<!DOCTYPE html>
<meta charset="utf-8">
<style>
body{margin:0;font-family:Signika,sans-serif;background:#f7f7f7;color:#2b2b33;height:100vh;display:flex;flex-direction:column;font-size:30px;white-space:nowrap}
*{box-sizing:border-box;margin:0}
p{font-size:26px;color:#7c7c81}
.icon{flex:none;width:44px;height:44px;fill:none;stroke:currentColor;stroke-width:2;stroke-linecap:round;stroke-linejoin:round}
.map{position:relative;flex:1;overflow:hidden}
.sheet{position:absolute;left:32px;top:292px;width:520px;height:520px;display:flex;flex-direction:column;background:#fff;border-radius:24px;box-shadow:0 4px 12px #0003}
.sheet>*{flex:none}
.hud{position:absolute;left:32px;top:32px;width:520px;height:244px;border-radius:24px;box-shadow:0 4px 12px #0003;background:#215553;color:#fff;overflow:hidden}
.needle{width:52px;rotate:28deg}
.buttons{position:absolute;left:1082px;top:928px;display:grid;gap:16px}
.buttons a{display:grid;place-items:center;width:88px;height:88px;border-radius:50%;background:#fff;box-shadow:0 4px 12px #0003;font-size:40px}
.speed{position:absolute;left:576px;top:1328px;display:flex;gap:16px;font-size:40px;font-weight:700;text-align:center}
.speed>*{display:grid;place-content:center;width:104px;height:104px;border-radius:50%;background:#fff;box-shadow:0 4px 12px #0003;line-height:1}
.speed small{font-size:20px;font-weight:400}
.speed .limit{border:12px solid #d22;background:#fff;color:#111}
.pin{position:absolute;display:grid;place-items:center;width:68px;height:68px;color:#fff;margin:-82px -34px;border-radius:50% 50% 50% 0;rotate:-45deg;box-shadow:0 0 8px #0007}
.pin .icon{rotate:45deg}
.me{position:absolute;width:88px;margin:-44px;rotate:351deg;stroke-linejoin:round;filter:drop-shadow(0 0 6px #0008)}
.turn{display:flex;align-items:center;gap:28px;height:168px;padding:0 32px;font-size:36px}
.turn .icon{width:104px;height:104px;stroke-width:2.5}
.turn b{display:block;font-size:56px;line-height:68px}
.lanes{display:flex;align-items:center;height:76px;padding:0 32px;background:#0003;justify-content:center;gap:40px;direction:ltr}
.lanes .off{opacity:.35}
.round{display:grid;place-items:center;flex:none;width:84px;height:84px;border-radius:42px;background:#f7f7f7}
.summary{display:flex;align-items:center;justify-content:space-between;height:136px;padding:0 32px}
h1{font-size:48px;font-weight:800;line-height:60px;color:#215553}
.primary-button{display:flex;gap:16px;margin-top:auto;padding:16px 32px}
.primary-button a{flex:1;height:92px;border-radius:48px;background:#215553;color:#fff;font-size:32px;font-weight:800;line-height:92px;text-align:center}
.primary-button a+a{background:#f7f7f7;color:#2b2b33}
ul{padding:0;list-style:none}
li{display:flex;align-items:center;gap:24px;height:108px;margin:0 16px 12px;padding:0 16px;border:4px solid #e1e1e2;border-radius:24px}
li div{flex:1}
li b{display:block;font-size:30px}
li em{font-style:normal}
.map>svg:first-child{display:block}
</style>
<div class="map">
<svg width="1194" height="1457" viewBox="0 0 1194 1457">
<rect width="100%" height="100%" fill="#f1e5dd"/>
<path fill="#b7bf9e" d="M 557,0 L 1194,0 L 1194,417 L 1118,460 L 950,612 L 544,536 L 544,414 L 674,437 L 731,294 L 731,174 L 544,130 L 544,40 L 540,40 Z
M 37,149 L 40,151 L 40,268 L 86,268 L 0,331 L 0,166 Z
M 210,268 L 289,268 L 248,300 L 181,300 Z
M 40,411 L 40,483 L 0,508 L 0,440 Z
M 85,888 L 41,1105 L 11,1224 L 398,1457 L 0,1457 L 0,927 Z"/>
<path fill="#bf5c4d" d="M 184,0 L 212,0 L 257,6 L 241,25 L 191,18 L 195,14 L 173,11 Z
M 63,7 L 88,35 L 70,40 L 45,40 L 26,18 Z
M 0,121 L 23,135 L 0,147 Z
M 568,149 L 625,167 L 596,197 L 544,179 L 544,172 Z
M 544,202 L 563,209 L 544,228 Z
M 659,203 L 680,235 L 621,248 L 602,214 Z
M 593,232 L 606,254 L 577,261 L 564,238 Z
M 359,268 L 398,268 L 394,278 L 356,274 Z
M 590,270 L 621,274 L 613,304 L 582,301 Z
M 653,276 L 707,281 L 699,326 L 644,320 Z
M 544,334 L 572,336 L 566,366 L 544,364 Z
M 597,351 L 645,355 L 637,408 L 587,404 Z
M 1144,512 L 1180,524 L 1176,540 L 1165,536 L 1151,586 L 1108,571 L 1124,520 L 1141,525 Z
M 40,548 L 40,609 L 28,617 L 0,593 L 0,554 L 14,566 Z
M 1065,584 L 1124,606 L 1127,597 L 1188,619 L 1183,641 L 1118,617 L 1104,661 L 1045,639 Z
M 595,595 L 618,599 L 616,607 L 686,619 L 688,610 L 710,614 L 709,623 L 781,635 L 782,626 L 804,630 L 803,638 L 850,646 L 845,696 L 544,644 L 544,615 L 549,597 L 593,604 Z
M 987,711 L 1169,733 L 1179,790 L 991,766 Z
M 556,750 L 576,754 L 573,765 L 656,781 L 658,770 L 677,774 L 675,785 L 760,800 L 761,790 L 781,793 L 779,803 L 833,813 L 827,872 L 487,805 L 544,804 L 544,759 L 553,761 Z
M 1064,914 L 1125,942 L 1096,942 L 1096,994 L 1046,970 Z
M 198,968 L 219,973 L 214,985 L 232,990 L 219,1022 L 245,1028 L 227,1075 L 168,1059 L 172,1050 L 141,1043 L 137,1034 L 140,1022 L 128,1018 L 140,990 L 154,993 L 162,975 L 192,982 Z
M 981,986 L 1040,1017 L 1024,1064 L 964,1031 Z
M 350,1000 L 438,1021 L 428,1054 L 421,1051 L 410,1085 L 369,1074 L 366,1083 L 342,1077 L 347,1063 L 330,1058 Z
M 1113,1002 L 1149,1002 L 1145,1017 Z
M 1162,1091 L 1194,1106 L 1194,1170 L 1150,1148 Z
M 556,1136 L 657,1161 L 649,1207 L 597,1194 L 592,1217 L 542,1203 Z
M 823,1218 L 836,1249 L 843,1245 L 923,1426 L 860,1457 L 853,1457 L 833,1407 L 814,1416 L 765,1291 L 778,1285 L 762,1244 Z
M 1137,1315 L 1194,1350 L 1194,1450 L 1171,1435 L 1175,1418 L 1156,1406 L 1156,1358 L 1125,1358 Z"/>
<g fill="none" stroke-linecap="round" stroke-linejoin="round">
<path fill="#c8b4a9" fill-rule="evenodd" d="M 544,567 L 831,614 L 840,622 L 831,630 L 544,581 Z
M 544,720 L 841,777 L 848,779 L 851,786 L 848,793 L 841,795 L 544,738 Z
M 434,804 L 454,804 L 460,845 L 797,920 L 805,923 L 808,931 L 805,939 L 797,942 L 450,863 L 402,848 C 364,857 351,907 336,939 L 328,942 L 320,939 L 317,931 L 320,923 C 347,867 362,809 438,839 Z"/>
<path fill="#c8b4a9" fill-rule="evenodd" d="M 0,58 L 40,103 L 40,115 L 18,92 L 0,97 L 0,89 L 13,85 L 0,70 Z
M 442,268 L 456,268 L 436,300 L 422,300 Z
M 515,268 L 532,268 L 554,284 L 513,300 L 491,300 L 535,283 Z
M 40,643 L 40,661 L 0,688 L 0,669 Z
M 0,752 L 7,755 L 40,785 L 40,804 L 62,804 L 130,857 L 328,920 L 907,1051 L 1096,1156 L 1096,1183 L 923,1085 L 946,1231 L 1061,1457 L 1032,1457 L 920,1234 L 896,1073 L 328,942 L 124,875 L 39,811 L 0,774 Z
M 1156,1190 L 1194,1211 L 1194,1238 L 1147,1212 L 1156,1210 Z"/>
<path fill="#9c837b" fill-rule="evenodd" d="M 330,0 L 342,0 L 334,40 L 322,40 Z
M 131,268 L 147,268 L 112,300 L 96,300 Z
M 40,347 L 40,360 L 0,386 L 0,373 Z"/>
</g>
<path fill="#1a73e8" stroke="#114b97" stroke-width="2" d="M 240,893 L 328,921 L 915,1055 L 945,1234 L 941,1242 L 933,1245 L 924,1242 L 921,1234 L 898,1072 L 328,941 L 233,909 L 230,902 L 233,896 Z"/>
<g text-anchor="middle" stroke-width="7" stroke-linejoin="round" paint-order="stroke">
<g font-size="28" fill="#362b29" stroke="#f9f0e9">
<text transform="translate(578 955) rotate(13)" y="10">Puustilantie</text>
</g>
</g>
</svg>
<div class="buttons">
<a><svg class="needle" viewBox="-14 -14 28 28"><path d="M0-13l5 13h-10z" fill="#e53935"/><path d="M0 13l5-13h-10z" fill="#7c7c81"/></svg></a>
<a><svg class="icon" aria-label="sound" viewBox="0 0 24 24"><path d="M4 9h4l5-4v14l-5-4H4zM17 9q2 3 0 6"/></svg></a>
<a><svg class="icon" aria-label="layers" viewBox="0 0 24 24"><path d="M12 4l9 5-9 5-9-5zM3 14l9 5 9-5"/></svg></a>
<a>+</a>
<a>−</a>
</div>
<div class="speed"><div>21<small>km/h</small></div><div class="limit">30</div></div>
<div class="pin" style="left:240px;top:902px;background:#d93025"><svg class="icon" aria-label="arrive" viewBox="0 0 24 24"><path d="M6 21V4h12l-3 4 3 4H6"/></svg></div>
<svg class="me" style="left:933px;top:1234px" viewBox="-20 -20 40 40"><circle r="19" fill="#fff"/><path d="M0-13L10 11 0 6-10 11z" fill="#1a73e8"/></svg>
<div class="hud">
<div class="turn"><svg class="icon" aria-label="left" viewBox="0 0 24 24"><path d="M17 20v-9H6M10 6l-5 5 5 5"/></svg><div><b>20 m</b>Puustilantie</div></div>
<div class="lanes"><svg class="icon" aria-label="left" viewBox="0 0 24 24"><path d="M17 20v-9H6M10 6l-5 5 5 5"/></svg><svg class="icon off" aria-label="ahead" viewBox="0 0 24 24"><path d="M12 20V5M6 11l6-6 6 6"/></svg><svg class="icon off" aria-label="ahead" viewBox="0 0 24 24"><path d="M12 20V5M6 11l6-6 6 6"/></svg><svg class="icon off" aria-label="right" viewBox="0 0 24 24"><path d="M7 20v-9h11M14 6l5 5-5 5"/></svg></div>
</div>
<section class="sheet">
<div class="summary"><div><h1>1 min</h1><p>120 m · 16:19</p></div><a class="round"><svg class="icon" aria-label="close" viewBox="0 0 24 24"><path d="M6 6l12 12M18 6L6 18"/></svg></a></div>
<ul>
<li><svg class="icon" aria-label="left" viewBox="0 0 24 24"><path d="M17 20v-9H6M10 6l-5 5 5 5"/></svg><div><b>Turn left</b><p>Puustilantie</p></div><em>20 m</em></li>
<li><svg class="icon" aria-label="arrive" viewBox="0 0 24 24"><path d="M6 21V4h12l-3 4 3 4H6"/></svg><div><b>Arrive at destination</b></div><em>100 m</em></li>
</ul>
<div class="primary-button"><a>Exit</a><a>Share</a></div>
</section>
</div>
= = = = = = =
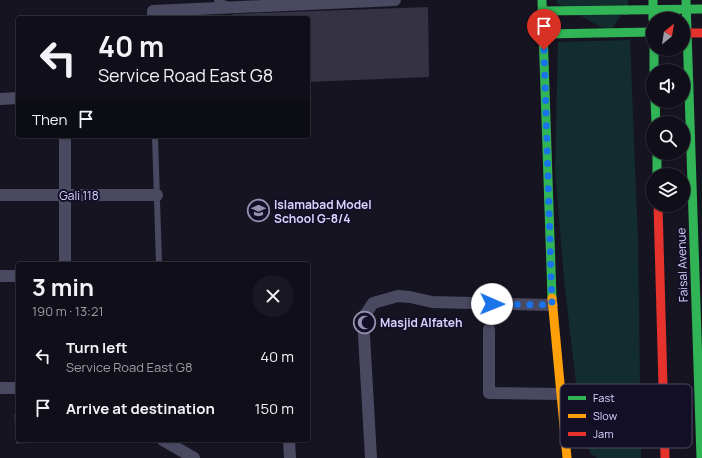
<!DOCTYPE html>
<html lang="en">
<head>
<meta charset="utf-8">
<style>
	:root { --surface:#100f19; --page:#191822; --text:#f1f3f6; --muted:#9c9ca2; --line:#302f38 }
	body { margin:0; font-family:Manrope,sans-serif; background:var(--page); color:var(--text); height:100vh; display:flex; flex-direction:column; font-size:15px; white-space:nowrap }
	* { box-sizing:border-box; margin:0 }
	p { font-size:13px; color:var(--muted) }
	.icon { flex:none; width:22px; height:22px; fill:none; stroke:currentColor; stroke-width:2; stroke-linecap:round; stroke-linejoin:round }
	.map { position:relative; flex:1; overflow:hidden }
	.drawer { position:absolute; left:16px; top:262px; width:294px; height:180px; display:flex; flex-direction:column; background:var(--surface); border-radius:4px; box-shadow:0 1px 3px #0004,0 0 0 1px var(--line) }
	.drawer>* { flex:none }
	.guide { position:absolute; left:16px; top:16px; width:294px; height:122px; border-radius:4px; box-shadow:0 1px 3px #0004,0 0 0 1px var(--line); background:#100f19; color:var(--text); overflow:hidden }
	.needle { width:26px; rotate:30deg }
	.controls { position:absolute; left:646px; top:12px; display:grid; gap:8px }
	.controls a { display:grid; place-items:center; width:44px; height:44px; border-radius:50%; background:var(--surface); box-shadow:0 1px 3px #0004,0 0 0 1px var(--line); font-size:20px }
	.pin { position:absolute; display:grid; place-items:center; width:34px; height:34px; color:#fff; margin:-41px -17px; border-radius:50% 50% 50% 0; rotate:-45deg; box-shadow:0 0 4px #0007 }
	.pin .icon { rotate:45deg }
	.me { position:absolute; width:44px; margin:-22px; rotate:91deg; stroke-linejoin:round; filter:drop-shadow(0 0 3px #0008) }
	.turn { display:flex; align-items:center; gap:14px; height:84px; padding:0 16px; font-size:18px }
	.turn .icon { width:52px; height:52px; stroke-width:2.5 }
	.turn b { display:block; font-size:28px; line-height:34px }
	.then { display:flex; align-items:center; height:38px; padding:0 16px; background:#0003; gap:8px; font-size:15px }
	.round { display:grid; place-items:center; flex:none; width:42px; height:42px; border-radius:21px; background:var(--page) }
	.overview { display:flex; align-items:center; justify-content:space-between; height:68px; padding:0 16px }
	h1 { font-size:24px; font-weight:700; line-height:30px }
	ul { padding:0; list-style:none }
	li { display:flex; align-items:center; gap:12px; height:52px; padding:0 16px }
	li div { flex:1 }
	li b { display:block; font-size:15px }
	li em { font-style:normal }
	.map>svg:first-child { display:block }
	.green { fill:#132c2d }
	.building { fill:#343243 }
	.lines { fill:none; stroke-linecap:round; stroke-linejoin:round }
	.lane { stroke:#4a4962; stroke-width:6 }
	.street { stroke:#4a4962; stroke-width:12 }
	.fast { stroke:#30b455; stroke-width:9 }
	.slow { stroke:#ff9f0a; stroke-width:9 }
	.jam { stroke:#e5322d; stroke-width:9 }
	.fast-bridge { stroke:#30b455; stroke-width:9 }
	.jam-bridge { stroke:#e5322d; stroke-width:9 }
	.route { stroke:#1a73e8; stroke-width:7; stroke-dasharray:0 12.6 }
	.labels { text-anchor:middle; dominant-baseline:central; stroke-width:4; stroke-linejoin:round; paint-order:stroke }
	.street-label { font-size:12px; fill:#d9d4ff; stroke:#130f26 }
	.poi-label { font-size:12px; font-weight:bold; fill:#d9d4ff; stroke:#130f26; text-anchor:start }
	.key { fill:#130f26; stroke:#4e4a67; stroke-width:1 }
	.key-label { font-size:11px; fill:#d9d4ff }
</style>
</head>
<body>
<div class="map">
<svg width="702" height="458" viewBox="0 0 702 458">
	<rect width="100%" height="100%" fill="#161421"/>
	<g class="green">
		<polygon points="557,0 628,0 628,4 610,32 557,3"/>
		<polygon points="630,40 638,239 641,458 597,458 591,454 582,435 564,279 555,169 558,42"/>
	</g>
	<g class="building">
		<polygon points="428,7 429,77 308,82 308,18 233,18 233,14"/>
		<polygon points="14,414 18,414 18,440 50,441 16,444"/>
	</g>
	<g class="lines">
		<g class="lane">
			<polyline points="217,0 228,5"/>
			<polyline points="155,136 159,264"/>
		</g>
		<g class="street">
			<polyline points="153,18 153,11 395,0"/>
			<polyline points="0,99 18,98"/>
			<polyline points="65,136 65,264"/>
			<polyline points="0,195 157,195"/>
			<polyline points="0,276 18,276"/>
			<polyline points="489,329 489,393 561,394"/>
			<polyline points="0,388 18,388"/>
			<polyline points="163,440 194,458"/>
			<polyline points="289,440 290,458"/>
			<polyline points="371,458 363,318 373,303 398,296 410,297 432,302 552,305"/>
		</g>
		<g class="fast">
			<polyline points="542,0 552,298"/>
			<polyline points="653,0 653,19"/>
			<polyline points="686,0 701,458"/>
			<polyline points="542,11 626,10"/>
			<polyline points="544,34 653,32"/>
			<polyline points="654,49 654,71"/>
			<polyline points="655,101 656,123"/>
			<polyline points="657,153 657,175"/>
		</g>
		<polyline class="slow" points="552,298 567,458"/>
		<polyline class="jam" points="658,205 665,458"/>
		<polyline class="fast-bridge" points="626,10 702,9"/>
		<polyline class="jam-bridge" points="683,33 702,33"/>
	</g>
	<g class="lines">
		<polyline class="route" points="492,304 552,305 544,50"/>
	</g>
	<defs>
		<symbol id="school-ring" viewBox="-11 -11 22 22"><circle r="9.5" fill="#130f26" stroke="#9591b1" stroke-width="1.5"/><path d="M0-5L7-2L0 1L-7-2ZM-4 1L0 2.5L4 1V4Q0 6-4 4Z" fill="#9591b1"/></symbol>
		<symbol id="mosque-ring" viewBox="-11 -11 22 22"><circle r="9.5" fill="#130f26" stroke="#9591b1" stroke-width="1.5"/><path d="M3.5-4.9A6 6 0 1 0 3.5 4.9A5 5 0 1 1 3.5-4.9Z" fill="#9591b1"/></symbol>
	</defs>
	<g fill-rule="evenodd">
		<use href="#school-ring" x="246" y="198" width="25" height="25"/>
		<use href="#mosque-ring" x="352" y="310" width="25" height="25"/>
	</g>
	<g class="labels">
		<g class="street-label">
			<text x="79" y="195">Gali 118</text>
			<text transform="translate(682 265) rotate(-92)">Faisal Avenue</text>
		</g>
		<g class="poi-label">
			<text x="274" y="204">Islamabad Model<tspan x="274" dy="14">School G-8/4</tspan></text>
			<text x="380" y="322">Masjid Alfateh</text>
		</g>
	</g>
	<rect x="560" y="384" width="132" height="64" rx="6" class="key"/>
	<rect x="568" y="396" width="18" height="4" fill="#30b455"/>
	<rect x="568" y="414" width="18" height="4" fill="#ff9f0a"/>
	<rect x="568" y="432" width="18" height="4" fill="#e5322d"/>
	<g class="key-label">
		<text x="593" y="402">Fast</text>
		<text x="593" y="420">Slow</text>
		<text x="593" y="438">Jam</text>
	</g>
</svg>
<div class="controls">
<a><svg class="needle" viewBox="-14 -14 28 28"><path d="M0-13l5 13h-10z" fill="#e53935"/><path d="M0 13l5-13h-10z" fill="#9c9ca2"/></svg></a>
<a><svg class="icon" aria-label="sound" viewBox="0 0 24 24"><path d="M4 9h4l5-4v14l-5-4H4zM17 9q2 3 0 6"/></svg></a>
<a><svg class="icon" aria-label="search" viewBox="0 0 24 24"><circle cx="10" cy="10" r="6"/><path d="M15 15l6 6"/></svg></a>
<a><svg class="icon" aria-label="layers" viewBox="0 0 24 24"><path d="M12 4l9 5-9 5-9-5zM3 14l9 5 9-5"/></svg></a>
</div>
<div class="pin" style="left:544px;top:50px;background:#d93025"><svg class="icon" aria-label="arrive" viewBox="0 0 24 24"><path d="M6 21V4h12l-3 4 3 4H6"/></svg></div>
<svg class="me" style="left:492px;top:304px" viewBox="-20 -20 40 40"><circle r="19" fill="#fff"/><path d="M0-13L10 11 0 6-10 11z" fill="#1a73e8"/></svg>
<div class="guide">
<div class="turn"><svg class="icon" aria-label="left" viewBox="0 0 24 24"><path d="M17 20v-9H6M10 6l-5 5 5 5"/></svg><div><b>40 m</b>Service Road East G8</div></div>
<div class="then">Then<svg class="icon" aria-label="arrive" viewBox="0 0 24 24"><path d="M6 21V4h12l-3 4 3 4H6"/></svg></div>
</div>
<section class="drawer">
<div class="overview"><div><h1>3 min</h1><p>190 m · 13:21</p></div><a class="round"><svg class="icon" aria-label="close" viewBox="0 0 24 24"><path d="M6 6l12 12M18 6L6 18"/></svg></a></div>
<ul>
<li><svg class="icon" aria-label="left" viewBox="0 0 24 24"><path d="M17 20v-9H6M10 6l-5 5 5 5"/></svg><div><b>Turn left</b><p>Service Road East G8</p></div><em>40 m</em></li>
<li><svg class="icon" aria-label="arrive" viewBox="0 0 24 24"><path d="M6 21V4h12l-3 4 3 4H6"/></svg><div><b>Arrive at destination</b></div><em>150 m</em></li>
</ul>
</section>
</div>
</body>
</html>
= = = = = = =
_TASK TO COMPLETE:_ Each line in the material with "small" in it must be reported.

_YOUR RESPONSE:_
.speed small{font-size:20px;font-weight:400}
<div class="speed"><div>21<small>km/h</small></div><div class="limit">30</div></div>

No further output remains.